I blogged in the past about how far behind is the Java language and have since played more with a few of the JVM languages.
I will focus on Scala, Groovy, JRuby because they are more general focused and are backed up by bigger companies (Scala is supported by Typesafe, JRuby is supported by EngineYard while Groovy is supported by SpringSource).
Clojure has its uses, but being a functional language requires a significantly different programming paradigm. However, I understand that functional languages lovers are big fans of Clojure. I personally find it hard to use.
Jython is loved by Python people, but I don’t see why move from Java to Jython.
I spent some time playing with Scala and the Typesafe stack (Play and Akka). I have to say that I really don’t understand why someone would ever design such a cumbersome language. It is just not intuitive at all even after a couple of good weeks of coding, reading Scala books and having some more experienced Scala people on the team. It seems way too geeky in syntax and it really affects productivity and one of the main reasons to switch from Java is productivity: both less code and simpler/clearer syntax. My other problem with Scala and Scala tools it their love to only support Sbt as the build tool and also change from the standard project structure followed by maven, gradle and similar build tools. Sbt doesn’t add enough in the build space and has very limited IDE support. My last problem with Scala is the lack of monitoring tools and being able to use the Typesafe Console even for development only after getting a support contract – that is a big no if they want wider adoption because no startup will pick Scala when there are other free tools. On the other hand I have to say I like the actor pattern a lot and because of that Akka framework and Play. Since both Akka and Play have also Java APIs they ca be used from Java or any JVM based language.

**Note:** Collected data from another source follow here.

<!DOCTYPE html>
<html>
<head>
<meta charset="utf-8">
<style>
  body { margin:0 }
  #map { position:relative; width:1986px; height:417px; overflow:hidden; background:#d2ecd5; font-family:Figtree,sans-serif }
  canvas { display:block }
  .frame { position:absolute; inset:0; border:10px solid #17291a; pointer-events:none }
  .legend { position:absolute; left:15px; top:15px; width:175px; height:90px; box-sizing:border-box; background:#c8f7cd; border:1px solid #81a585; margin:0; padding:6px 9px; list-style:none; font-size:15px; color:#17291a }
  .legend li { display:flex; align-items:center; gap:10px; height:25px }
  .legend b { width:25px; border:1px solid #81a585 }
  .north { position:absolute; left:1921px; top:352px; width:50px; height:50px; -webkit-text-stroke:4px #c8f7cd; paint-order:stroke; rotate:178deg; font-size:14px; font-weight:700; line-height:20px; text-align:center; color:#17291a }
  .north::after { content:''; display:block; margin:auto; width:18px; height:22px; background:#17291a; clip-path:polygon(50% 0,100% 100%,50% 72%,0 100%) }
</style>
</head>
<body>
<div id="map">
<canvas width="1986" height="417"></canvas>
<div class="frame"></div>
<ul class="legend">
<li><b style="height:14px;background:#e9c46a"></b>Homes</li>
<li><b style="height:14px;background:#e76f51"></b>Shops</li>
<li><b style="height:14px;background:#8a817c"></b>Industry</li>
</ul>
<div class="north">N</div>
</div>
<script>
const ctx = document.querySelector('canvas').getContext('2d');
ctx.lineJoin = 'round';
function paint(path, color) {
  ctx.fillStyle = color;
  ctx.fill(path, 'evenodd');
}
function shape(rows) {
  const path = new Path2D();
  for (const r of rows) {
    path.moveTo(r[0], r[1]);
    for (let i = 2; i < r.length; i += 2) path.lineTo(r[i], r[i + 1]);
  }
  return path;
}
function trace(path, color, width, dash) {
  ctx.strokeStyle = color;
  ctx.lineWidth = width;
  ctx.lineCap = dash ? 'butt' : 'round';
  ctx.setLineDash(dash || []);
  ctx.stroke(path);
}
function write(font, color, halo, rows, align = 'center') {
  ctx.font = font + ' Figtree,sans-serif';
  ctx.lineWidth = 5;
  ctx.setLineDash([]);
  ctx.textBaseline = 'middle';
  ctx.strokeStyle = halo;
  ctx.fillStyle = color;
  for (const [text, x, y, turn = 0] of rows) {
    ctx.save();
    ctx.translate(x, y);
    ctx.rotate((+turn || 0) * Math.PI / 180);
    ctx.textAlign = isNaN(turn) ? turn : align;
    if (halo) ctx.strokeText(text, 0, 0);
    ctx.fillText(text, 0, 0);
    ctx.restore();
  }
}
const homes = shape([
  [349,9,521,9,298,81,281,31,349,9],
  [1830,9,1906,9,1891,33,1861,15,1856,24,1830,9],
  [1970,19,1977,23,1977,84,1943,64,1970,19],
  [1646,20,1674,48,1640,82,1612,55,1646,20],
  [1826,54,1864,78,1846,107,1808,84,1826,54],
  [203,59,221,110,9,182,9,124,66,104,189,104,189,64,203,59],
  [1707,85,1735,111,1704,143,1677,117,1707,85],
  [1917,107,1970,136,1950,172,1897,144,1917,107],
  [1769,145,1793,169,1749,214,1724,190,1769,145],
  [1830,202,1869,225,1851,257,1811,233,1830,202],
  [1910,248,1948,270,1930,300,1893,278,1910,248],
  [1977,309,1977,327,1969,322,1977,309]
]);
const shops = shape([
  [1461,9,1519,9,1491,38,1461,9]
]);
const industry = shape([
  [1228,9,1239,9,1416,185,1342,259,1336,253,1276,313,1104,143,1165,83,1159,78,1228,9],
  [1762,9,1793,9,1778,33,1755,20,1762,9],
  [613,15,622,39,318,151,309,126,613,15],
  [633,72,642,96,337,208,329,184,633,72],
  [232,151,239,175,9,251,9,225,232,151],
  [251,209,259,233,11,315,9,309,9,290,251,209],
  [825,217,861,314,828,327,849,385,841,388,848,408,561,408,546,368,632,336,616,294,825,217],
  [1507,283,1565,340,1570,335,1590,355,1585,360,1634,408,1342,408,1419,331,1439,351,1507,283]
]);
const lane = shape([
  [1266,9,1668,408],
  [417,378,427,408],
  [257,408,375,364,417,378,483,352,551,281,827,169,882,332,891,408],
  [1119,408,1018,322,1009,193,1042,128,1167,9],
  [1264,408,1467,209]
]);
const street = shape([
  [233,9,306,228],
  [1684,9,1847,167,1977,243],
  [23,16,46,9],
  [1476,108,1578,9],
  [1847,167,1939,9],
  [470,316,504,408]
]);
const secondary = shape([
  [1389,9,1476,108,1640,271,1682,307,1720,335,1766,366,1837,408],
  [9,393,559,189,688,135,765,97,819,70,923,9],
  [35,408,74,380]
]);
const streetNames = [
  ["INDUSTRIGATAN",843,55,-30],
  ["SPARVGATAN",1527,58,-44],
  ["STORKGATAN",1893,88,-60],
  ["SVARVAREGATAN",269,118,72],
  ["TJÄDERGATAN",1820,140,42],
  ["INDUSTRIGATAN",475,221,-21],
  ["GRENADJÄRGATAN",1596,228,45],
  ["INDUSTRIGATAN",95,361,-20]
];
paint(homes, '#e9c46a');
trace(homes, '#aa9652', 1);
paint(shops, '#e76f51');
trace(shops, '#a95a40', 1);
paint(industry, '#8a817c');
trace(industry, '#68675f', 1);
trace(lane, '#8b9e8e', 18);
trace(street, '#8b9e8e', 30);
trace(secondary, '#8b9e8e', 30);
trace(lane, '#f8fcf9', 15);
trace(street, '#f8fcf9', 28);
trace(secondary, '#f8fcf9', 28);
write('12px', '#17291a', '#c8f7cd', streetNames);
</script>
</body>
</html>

JRuby had my interest over 5 years ago and I know that a few companies are still trying to push it (like ThoughWorks). Ruby’s syntax is not too bad and it really increases productivity. There are plenty of tools written in Ruby, from build tools (like buildr) to web frameworks (JRuby on Rails) to test tools (Cucumber) and deploy/env management tools (Puppet and Chef) which all show how easy Ruby can be used for almost anything. For Ruby developers I see JRuby as the perfect companion, even if Ruby and it’s frameworks don’t seem to be at the front of the innovation as much as 4-6 years ago.
Groovy, like Scala, is a programming language design for the JVM and it supports 3 different syntaxes (from Java like code to very dynamic style syntax), so I propose that every team should pick one of the syntaxes styles and stick with it. It is a very easy transition from Java since any Java class could just be renamed .groovy. Groovy also has a good selection of frameworks and tools: gradle for builds, grails for web apps, geb/spock for testing. I like gradle a lot and to some extent speck/geb. Grails is pretty impressive, but I recommend not using their GORM for anything other than prototyping. To e certain extent the same applies for their scaffolding and code generation. Sometimes it feels like there is too much magic under the hood in grails and the fact that is uses Spring MVC and Hibernate by default is somehow disappointing. I also expected groovy to get a much higher adoption over time, but I guess the cool and hipster programmers ditched not just Java, but also the JVM for node.js, Erlang and other cooler languages and platforms.
As a conclusion, if you are not ready to join the hipster programmers with node.js and Erlang (writing distributed map reduce queries in Erlang is pretty cool) I recommend either Groovy (if you still like and know Java very well) or JRuby if you know Ruby better than Java.